■ **Assignment**:
Each entry must appear in the answer exactly as given.

***

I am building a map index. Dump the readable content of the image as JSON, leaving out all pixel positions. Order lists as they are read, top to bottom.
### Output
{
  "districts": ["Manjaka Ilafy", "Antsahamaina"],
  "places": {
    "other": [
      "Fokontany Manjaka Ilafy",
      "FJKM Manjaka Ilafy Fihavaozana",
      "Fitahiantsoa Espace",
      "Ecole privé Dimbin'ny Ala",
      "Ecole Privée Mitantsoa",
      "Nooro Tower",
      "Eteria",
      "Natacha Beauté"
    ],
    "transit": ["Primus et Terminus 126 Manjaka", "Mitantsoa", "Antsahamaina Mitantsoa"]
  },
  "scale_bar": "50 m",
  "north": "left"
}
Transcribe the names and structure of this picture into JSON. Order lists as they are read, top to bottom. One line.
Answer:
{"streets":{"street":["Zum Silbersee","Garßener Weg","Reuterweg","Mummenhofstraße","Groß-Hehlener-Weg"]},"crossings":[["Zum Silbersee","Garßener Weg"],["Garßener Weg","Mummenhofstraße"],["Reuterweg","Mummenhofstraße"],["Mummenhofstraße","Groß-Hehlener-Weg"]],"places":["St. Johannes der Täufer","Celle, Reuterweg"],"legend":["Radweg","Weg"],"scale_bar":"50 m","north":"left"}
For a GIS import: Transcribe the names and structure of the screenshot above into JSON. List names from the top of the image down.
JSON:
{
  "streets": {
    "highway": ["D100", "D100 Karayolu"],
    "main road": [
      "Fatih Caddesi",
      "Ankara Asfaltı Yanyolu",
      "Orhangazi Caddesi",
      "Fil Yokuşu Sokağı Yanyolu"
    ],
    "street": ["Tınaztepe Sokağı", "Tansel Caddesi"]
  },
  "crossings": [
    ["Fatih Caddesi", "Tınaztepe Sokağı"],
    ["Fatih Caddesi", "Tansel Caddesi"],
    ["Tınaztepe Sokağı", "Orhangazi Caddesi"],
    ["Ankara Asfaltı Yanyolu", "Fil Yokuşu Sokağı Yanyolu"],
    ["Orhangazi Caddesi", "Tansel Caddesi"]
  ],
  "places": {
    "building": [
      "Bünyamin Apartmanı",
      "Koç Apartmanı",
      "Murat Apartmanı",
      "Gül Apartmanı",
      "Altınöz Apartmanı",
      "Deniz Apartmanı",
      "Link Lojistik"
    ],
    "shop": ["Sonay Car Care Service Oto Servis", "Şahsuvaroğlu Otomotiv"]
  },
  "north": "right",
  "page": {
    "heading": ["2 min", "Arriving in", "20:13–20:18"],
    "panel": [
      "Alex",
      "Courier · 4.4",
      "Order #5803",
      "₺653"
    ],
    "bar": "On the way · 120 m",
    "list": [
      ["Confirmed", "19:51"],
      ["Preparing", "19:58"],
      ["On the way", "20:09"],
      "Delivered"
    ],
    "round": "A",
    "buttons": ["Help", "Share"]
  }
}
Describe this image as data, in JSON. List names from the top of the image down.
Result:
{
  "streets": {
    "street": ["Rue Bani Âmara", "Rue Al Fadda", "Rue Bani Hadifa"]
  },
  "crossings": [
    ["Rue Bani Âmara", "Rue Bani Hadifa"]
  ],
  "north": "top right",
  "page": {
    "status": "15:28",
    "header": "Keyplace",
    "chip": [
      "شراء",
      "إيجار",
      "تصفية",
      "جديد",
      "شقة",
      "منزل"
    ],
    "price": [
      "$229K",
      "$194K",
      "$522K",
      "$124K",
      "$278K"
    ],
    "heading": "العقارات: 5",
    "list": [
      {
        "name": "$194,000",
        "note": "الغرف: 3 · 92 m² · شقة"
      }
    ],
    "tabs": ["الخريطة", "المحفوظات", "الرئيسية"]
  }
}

***

■ **Task output**:
I am building a map index. Dump the readable content of the image as JSON, leaving out all pixel positions. Order lists as they are read, top to bottom.
### Output
{
  "districts": ["Manjaka Ilafy", "Antsahamaina"],
  "places": {
    "other": [
      "Fokontany Manjaka Ilafy",
      "FJKM Manjaka Ilafy Fihavaozana",
      "Fitahiantsoa Espace",
      "Ecole privé Dimbin'ny Ala",
      "Ecole Privée Mitantsoa",
      "Nooro Tower",
      "Eteria",
      "Natacha Beauté"
    ],
    "transit": ["Primus et Terminus 126 Manjaka", "Mitantsoa", "Antsahamaina Mitantsoa"]
  },
  "scale_bar": "50 m",
  "north": "left"
}
Transcribe the names and structure of this picture into JSON. Order lists as they are read, top to bottom. One line.
Answer:
{"streets":{"street":["Zum Silbersee","Garßener Weg","Reuterweg","Mummenhofstraße","Groß-Hehlener-Weg"]},"crossings":[["Zum Silbersee","Garßener Weg"],["Garßener Weg","Mummenhofstraße"],["Reuterweg","Mummenhofstraße"],["Mummenhofstraße","Groß-Hehlener-Weg"]],"places":["St. Johannes der Täufer","Celle, Reuterweg"],"legend":["Radweg","Weg"],"scale_bar":"50 m","north":"left"}
For a GIS import: Transcribe the names and structure of the screenshot above into JSON. List names from the top of the image down.
JSON:
{
  "streets": {
    "highway": ["D100", "D100 Karayolu"],
    "main road": [
      "Fatih Caddesi",
      "Ankara Asfaltı Yanyolu",
      "Orhangazi Caddesi",
      "Fil Yokuşu Sokağı Yanyolu"
    ],
    "street": ["Tınaztepe Sokağı", "Tansel Caddesi"]
  },
  "crossings": [
    ["Fatih Caddesi", "Tınaztepe Sokağı"],
    ["Fatih Caddesi", "Tansel Caddesi"],
    ["Tınaztepe Sokağı", "Orhangazi Caddesi"],
    ["Ankara Asfaltı Yanyolu", "Fil Yokuşu Sokağı Yanyolu"],
    ["Orhangazi Caddesi", "Tansel Caddesi"]
  ],
  "places": {
    "building": [
      "Bünyamin Apartmanı",
      "Koç Apartmanı",
      "Murat Apartmanı",
      "Gül Apartmanı",
      "Altınöz Apartmanı",
      "Deniz Apartmanı",
      "Link Lojistik"
    ],
    "shop": ["Sonay Car Care Service Oto Servis", "Şahsuvaroğlu Otomotiv"]
  },
  "north": "right",
  "page": {
    "heading": ["2 min", "Arriving in", "20:13–20:18"],
    "panel": [
      "Alex",
      "Courier · 4.4",
      "Order #5803",
      "₺653"
    ],
    "bar": "On the way · 120 m",
    "list": [
      ["Confirmed", "19:51"],
      ["Preparing", "19:58"],
      ["On the way", "20:09"],
      "Delivered"
    ],
    "round": "A",
    "buttons": ["Help", "Share"]
  }
}
Describe this image as data, in JSON. List names from the top of the image down.
Result:
{
  "streets": {
    "street": ["Rue Bani Âmara", "Rue Al Fadda", "Rue Bani Hadifa"]
  },
  "crossings": [
    ["Rue Bani Âmara", "Rue Bani Hadifa"]
  ],
  "north": "top right",
  "page": {
    "status": "15:28",
    "header": "Keyplace",
    "chip": [
      "شراء",
      "إيجار",
      "تصفية",
      "جديد",
      "شقة",
      "منزل"
    ],
    "price": [
      "$229K",
      "$194K",
      "$522K",
      "$124K",
      "$278K"
    ],
    "heading": "العقارات: 5",
    "list": [
      {
        "name": "$194,000",
        "note": "الغرف: 3 · 92 m² · شقة"
      }
    ],
    "tabs": ["الخريطة", "المحفوظات", "الرئيسية"]
  }
}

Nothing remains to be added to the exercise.